Student tickets only available at game
Students trying to ensure themselves a spot at the BYU and Utah basketball games this week by getting tickets should plan on showing up to the games early.
To ensure that at sold-out games every seat in the stadium is filled, the Utah State ticket office has stopped issuing tickets to students before games.
“What we found out in the last six years was that a lot of students were picking up tickets for games, especially the high demand games, whether they were planning on going or not,” USU ticket manager Clark Livsey said. “Then they didn’t show up.
“The problem that created was we were sold out of tickets, but there was actually more space inside the [Romney] stadium to allow more students to come in.”

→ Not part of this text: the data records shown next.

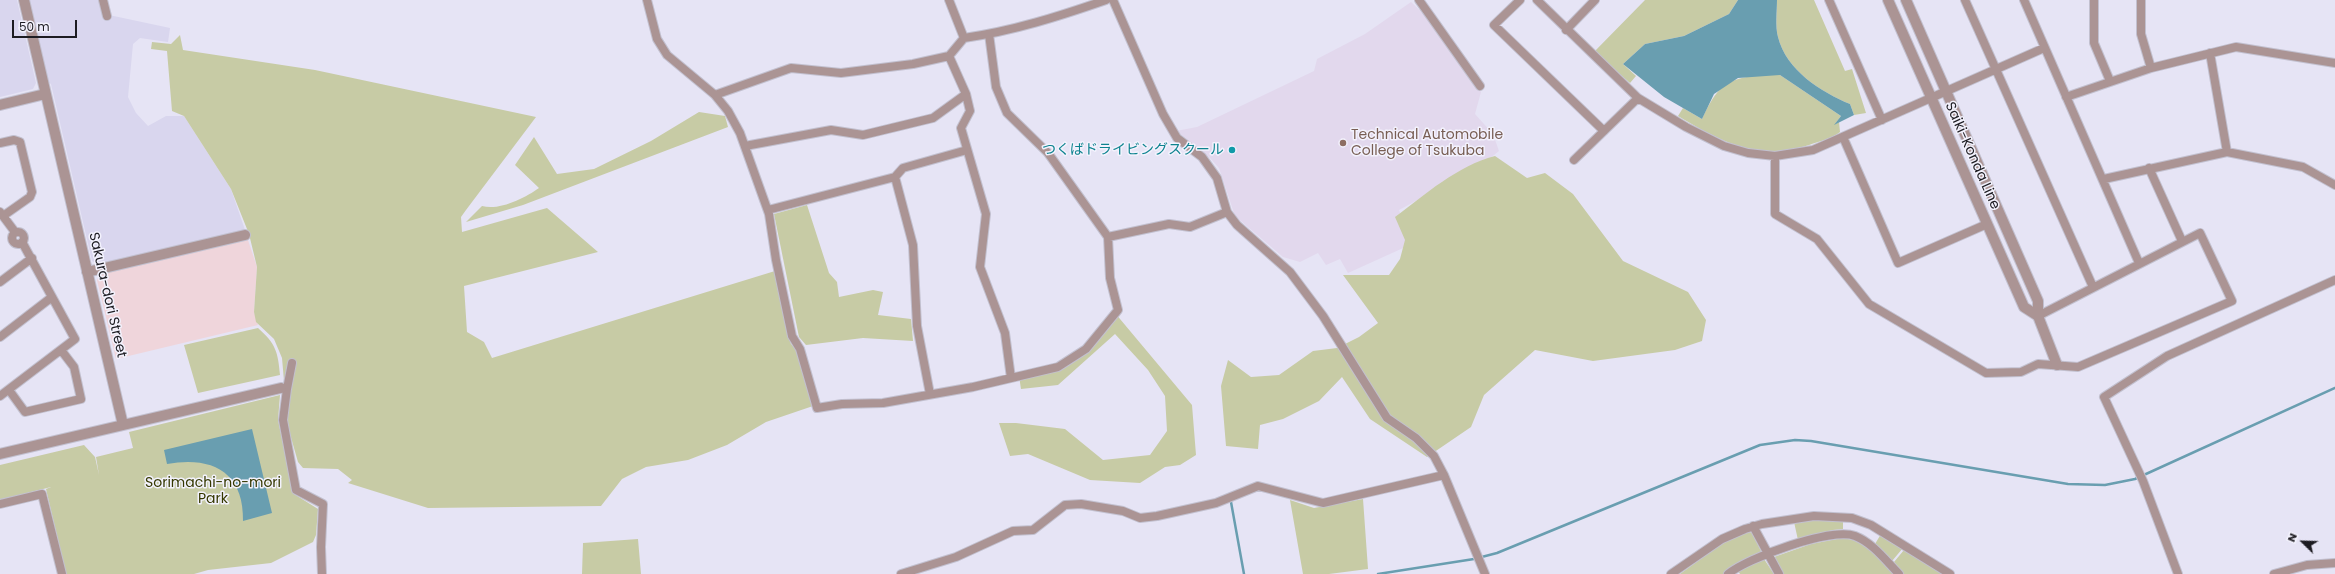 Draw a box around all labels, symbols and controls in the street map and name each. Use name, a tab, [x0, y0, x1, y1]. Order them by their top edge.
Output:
scale bar	[14, 12, 79, 38]
text: 50 m	[19, 18, 50, 35]
street label: Saiki-Konda Line	[1941, 100, 2003, 212]
place label: Technical Automobile College of Tsukuba	[1351, 127, 1503, 160]
marker: Technical Automobile College of Tsukuba	[1338, 138, 1348, 148]
place label: つくばドライビングスクール	[1042, 142, 1224, 158]
marker: つくばドライビングスクール	[1227, 145, 1237, 155]
street label: Sakura-dori Street	[84, 231, 130, 359]
park label: Sorimachi-no-mori Park	[145, 475, 281, 508]
north arrow	[2283, 522, 2323, 562]
text: N	[2283, 530, 2301, 544] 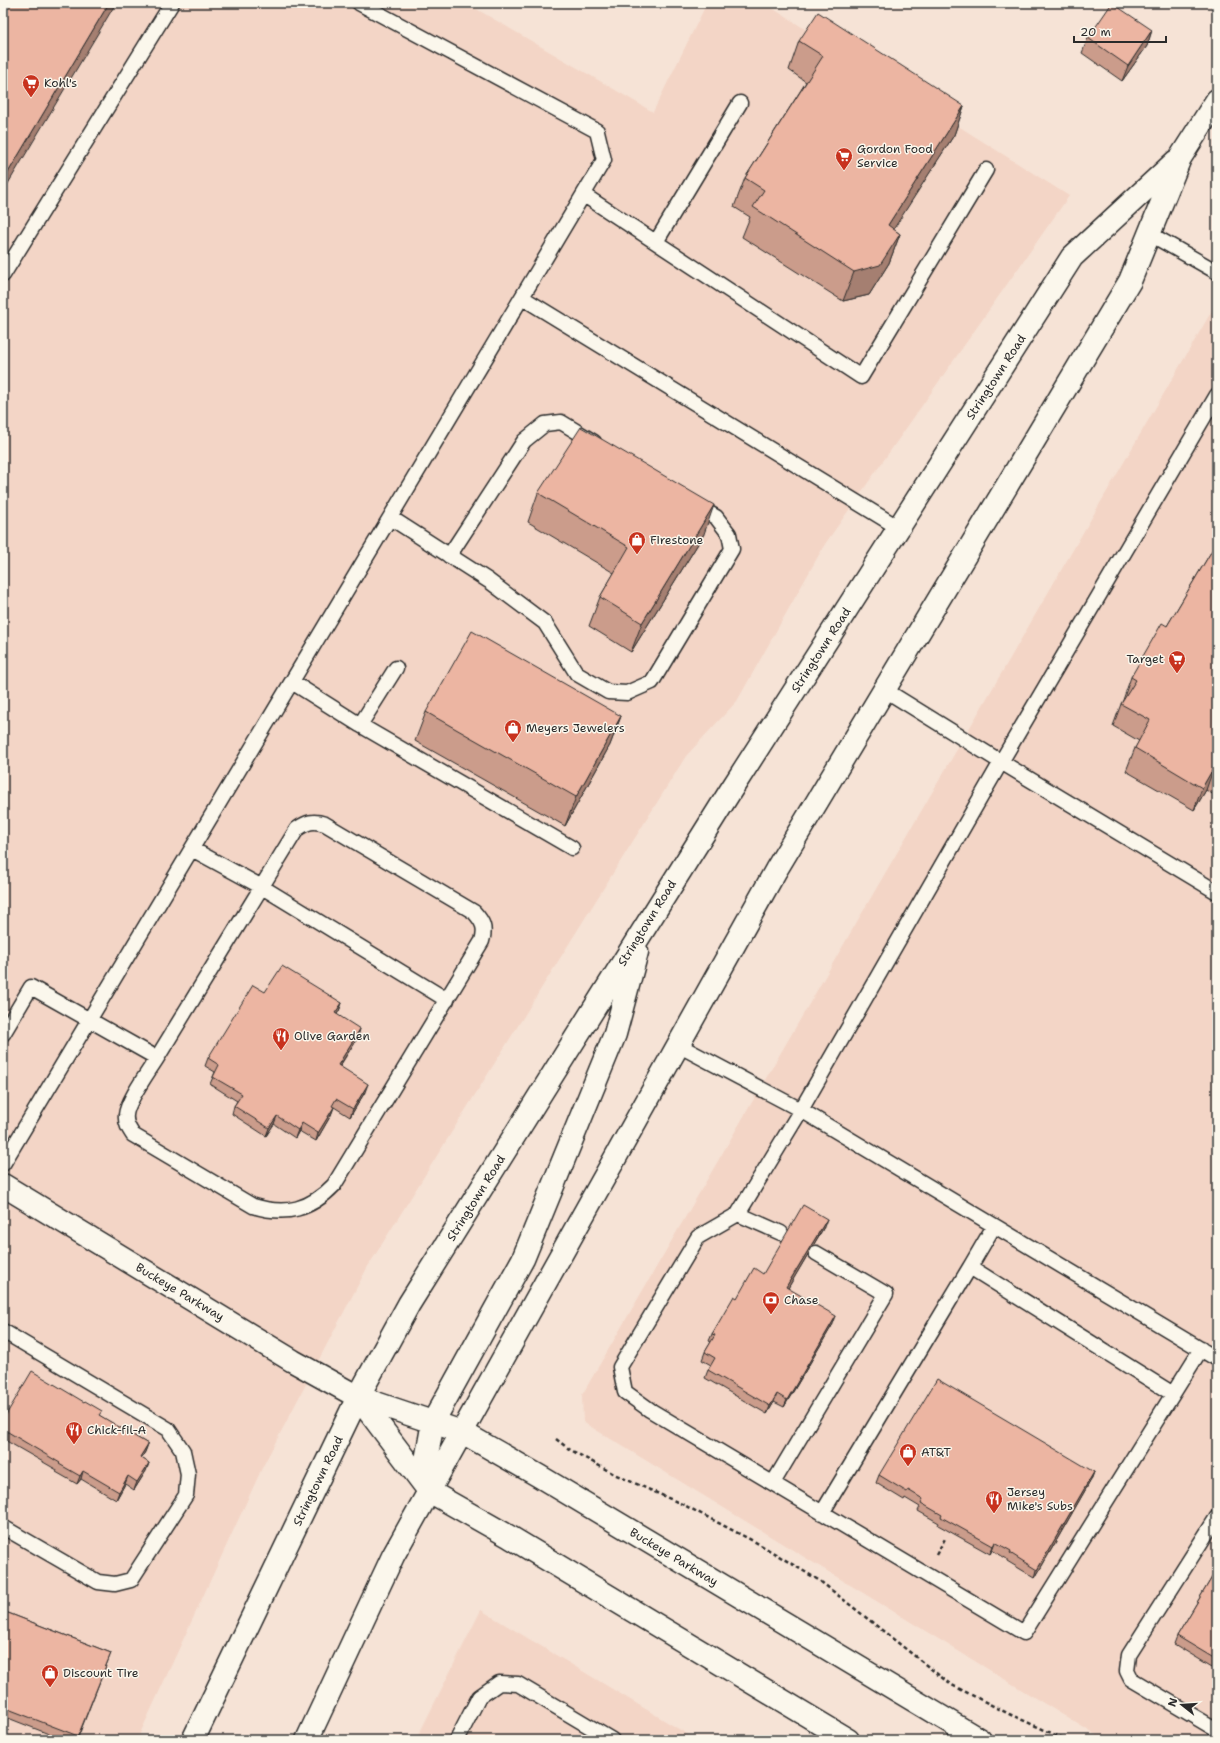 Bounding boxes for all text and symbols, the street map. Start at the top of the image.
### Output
scale bar [1074,18,1166,44]
text: 20 m [1080,24,1111,40]
supermarket icon: Kohl's [21,73,41,98]
place label: Kohl's [44,75,77,91]
place label: Gordon Food Service [857,141,933,171]
supermarket icon: Gordon Food Service [834,146,854,171]
street label: Stringtown Road [962,331,1030,423]
shop icon: Firestone [627,530,647,555]
place label: Firestone [650,532,704,548]
street label: Stringtown Road [787,604,855,696]
supermarket icon: Target [1167,649,1187,674]
place label: Target [1126,651,1164,667]
shop icon: Meyers Jewelers [503,718,523,743]
place label: Meyers Jewelers [526,720,625,736]
street label: Stringtown Road [614,877,680,969]
restaurant icon: Olive Garden [271,1026,291,1051]
place label: Olive Garden [294,1028,370,1044]
street label: Stringtown Road [443,1152,509,1244]
street label: Buckeye Parkway [133,1259,227,1325]
bank icon: Chase [761,1290,781,1315]
place label: Chase [784,1292,819,1308]
restaurant icon: Chick-fil-A [64,1420,84,1445]
place label: Chick-fil-A [87,1422,147,1438]
street label: Stringtown Road [289,1433,347,1529]
shop icon: AT&T [898,1442,918,1467]
place label: AT&T [921,1444,952,1460]
place label: Jersey Mike's Subs [1007,1484,1073,1514]
restaurant icon: Jersey Mike's Subs [984,1489,1004,1514]
street label: Buckeye Parkway [627,1524,721,1590]
shop icon: Discount Tire [40,1663,60,1688]
place label: Discount Tire [63,1665,139,1681]
north arrow [1162,1685,1202,1725]
text: N [1164,1696,1181,1709]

In 1998, the current card reader system was installed at both the Spectrum and Romney Field. Prior to that, the students had to show their cards to get into games.

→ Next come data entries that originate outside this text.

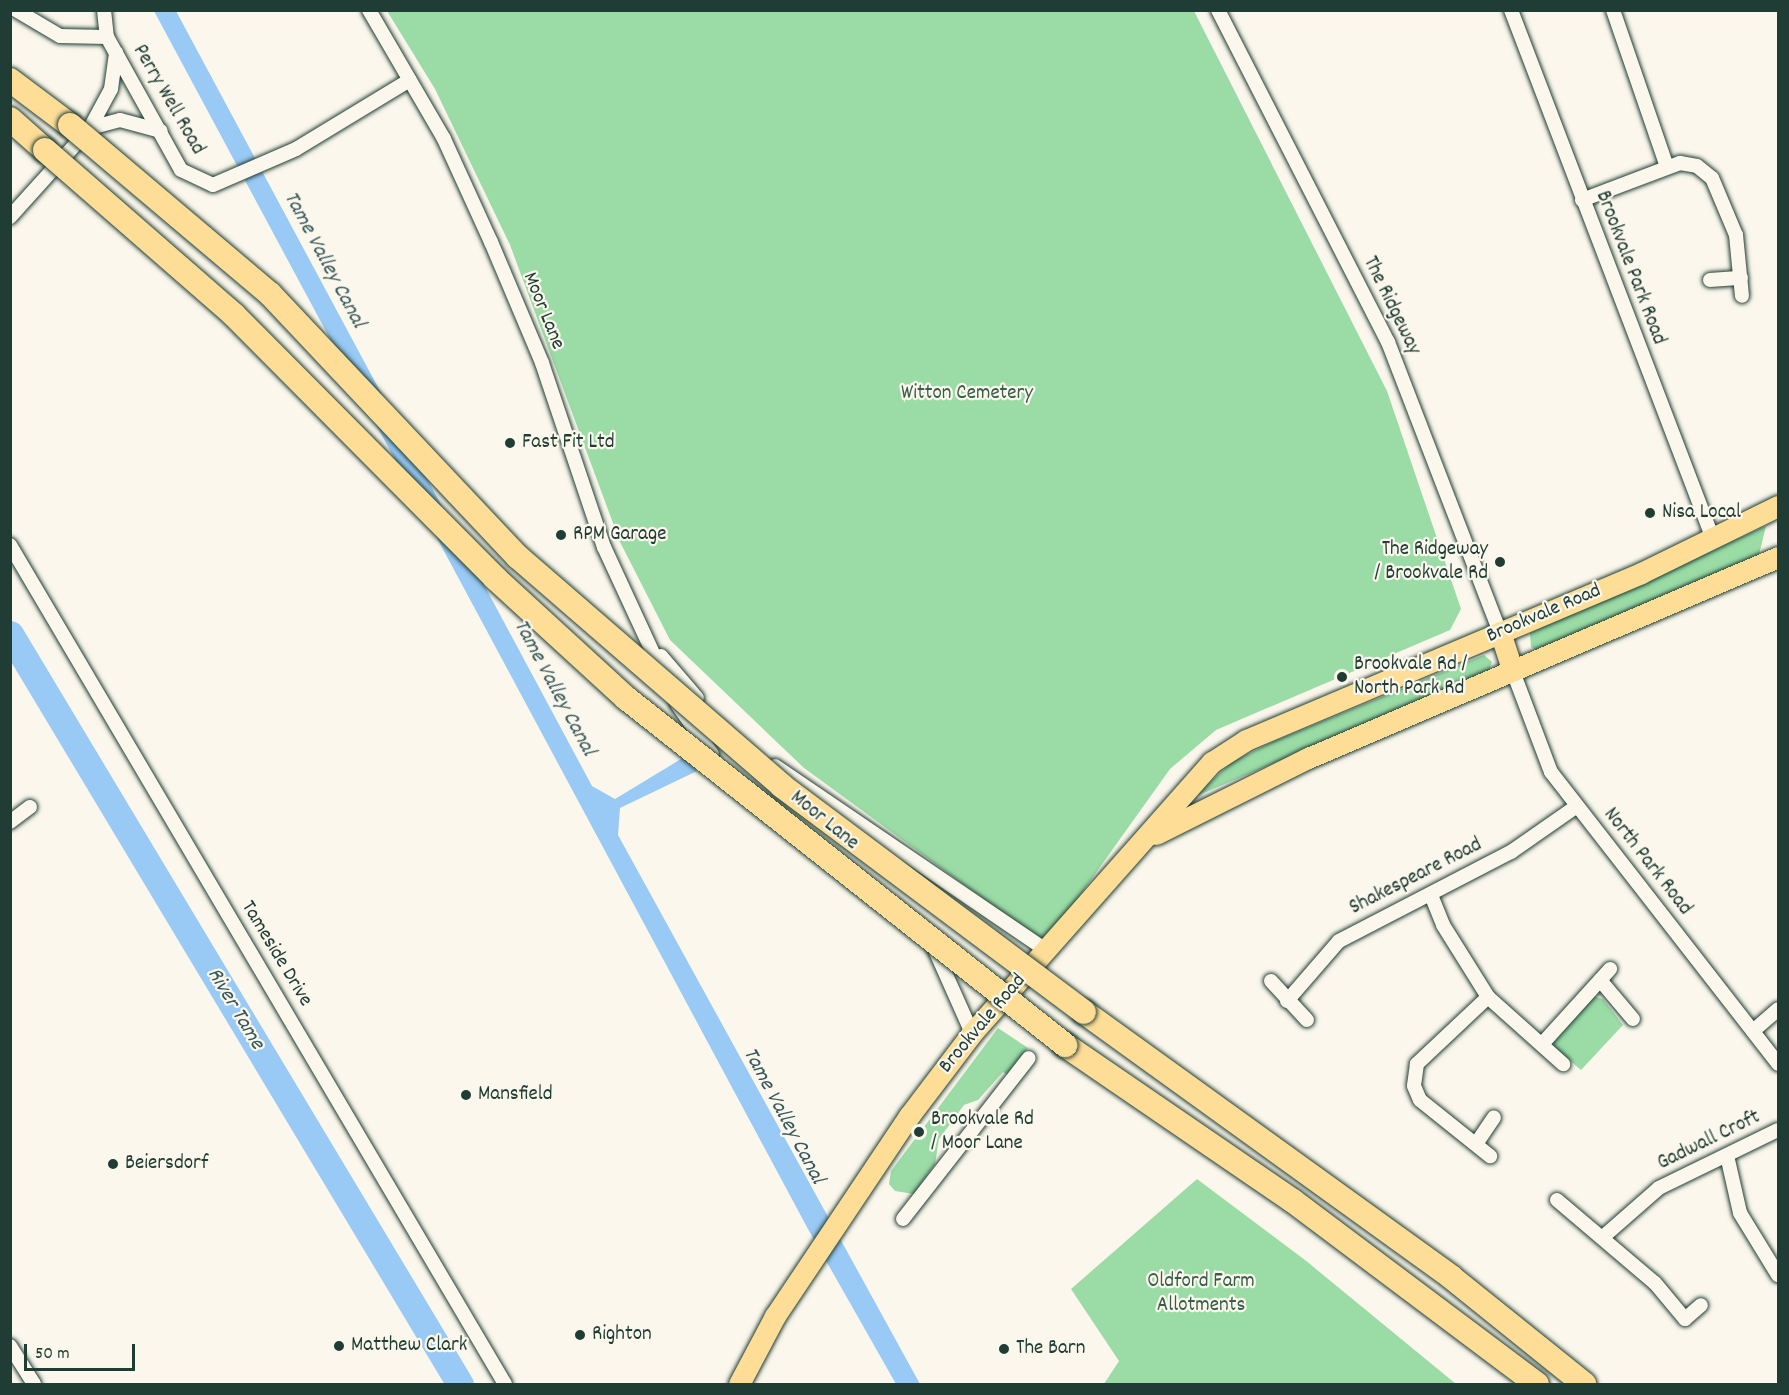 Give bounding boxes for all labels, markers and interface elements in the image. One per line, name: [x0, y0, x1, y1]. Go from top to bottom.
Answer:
street label: Perry Well Road: [126, 40, 210, 160]
water label: Tame Valley Canal: [277, 187, 371, 333]
street label: Brookvale Park Road: [1589, 188, 1671, 348]
street label: The Ridgeway: [1356, 253, 1426, 359]
street label: Moor Lane: [516, 269, 570, 353]
park label: Witton Cemetery: [901, 381, 1033, 407]
place label: Fast Fit Ltd: [522, 430, 615, 456]
marker: Fast Fit Ltd: [503, 436, 517, 450]
place label: Nisa Local: [1662, 500, 1741, 526]
marker: Nisa Local: [1643, 506, 1657, 520]
place label: RPM Garage: [573, 522, 666, 548]
marker: RPM Garage: [554, 528, 568, 542]
place label: The Ridgeway / Brookvale Rd: [1374, 537, 1488, 587]
marker: The Ridgeway / Brookvale Rd: [1493, 555, 1507, 569]
street label: Brookvale Road: [1483, 579, 1605, 649]
water label: Tame Valley Canal: [507, 615, 601, 761]
place label: Brookvale Rd / North Park Rd: [1354, 652, 1468, 702]
marker: Brookvale Rd / North Park Rd: [1335, 670, 1349, 684]
street label: Moor Lane: [785, 786, 863, 856]
street label: North Park Road: [1597, 803, 1697, 921]
street label: Shakespeare Road: [1346, 833, 1486, 921]
street label: Tameside Drive: [235, 897, 317, 1011]
water label: River Tame: [200, 963, 270, 1055]
street label: Brookvale Road: [934, 969, 1032, 1079]
water label: Tame Valley Canal: [736, 1043, 830, 1189]
place label: Mansfield: [478, 1082, 552, 1108]
marker: Mansfield: [459, 1088, 473, 1102]
street label: Gadwall Croft: [1654, 1105, 1764, 1177]
place label: Brookvale Rd / Moor Lane: [931, 1107, 1034, 1157]
marker: Brookvale Rd / Moor Lane: [912, 1125, 926, 1139]
place label: Beiersdorf: [125, 1151, 208, 1177]
marker: Beiersdorf: [106, 1157, 120, 1171]
park label: Oldford Farm Allotments: [1147, 1269, 1255, 1319]
place label: Righton: [592, 1322, 652, 1348]
marker: Righton: [573, 1328, 587, 1342]
scale bar: [27, 1332, 138, 1370]
place label: Matthew Clark: [351, 1333, 467, 1359]
place label: The Barn: [1016, 1336, 1085, 1362]
marker: Matthew Clark: [332, 1339, 346, 1353]
text: 50 m: [35, 1342, 70, 1367]
marker: The Barn: [997, 1342, 1011, 1356]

When the electronic system was installed, students could only get in through one gate at the Spectrum or stadium.
To allow students to get through all the gates, the ticket office started handing out free tickets to students with their student IDs before the games.
Eventually, this practice evolved to students going and getting tickets the week before a big game to ensure they could get in, no matter how late they showed up to the game.
Livsey said the practice wasn’t a problem. The problem came when students would get tickets before the game and then not come.
For the football game against the University of Utah, 6,400 tickets were issued to students before the game.
However, Livsey said only 5,500 were redeemed and many other students were turned away. It was a sold-out crowd, but not a filled-up stadium – something Livsey said he wanted to prevent.
He said situations like the Utah game also happened last season with a couple basketball games toward the end of the season.
“We have to assume that everybody that has a ticket is going to come to the game,” he said. “As far as the capacity of the stadium goes, we have to stay in the limits of that. That’s why we’ve decided … to not pass out tickets in advance.”
For those worried about not getting a seat, Livsey he said he suggests getting to the games early and waiting in line.
However, he said in the past they haven’t had to start turning students away until well into the first half.
“I think a lot of students think we’re out to get them and we’re really not,” Livsey said. “This is just trying to solve a problem and we’re sympathetic to all the different needs of the students, but we obviously can’t please everybody.
“With everything we do, there is going to be a certain number of people who will be disenfranchised, I guess, and we’re just trying to make it best for the majority of the students.”